What’s new: Researchers at the University of Oxford developed a face recognition app that identifies individual chimpanzees in footage shot in the wilds of Guinea. The work could give wildlife conservation efforts a powerful new tool.
How it works: The group adapted the VGG-M convolutional neural network architecture. They trained the model on roughly 50 hours of footage representing 23 individuals over 14 years.
- The model identified apes as they aged.
- It was able to recognize individuals regardless of low light, poor image quality, and facing away from the camera.
- The researchers pitted their model against a human trained to recognize chimps. The human sorted 42 percent of the images correctly. The model’s accuracy was 84 percent.

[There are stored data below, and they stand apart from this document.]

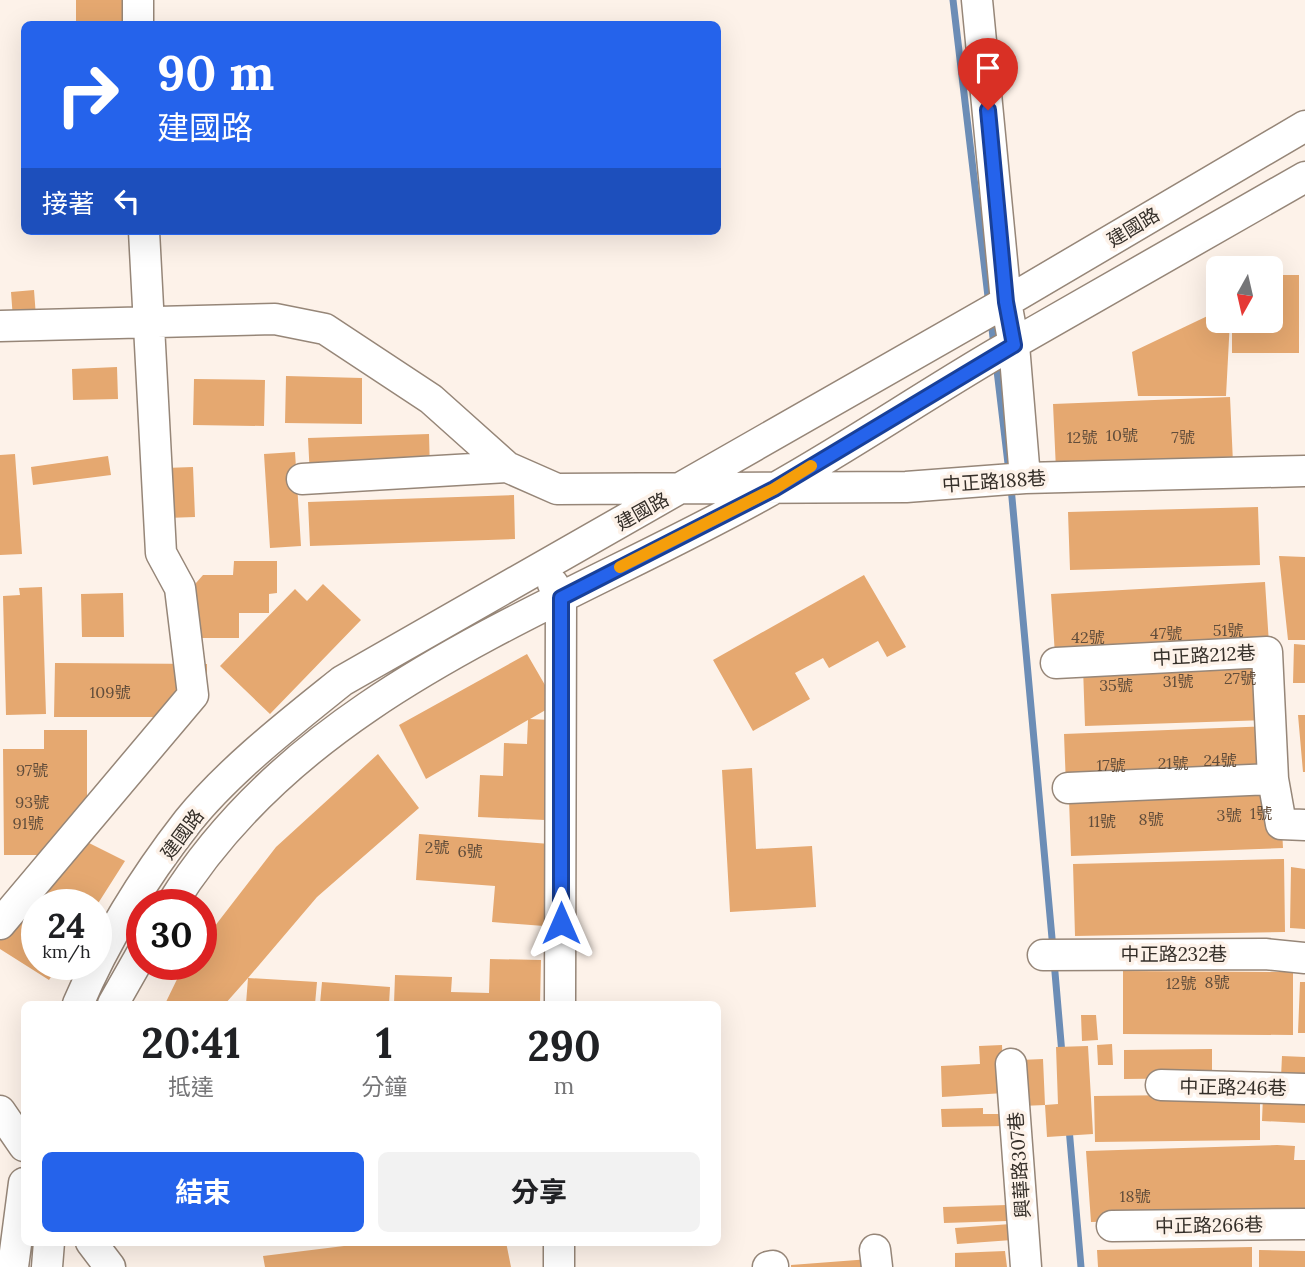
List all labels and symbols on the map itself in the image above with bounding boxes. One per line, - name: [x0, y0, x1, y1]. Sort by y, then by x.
- pin: [958, 38, 1018, 110]
- street label: 建國路: [1102, 202, 1164, 252]
- north arrow: [1206, 256, 1283, 332]
- house number: 10號: [1106, 425, 1138, 445]
- house number: 12號: [1067, 427, 1097, 447]
- house number: 7號: [1171, 427, 1195, 447]
- street label: 中正路188巷: [941, 465, 1047, 497]
- street label: 建國路: [611, 487, 673, 535]
- house number: 51號: [1213, 620, 1243, 640]
- house number: 47號: [1150, 623, 1182, 643]
- house number: 42號: [1071, 627, 1105, 647]
- street label: 中正路212巷: [1152, 640, 1256, 670]
- house number: 27號: [1224, 668, 1256, 688]
- house number: 31號: [1163, 671, 1193, 691]
- house number: 35號: [1099, 675, 1133, 695]
- house number: 109號: [89, 682, 131, 702]
- house number: 24號: [1204, 750, 1236, 770]
- house number: 21號: [1158, 753, 1188, 773]
- house number: 17號: [1096, 755, 1126, 775]
- house number: 97號: [16, 760, 48, 780]
- house number: 93號: [15, 792, 49, 812]
- house number: 1號: [1250, 803, 1272, 823]
- street label: 建國路: [155, 804, 209, 864]
- house number: 3號: [1217, 805, 1241, 825]
- house number: 8號: [1139, 809, 1164, 829]
- house number: 11號: [1088, 811, 1116, 831]
- house number: 91號: [12, 813, 44, 833]
- house number: 2號: [425, 837, 449, 857]
- house number: 6號: [457, 841, 483, 861]
- position arrow: [524, 886, 598, 960]
- speed limit sign: 30: [126, 889, 217, 980]
- street label: 中正路232巷: [1121, 942, 1227, 966]
- house number: 8號: [1205, 972, 1230, 992]
- house number: 12號: [1166, 973, 1196, 993]
- street label: 中正路246巷: [1179, 1074, 1287, 1100]
- street label: 興華路307巷: [1003, 1111, 1035, 1219]
- house number: 18號: [1120, 1186, 1150, 1206]
- street label: 中正路266巷: [1155, 1212, 1263, 1238]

Behind the news: Zoologists have embraced image recognition for conservation efforts. The technology is counting giraffes in Africa and tracking wolverines in the Pacific Northwest. An innovative application called WildBook that trawls YouTube for wildlife videos has been used to catalog whale shark migrations.
Why it matters: Chimpanzees, like humans, are highly social animals. The ability to track individuals enabled the researchers to map the tribe’s structure. The model generalized well to other primate species in preliminary tests. The researchers suggest that their approach could be used with other animals where a sufficient video record exists.
We’re thinking: Applications like this could help cash-strapped conservation efforts to focus on translating data into action, and reduce the need for invasive, labor-intensive methods like tagging animals with RFID.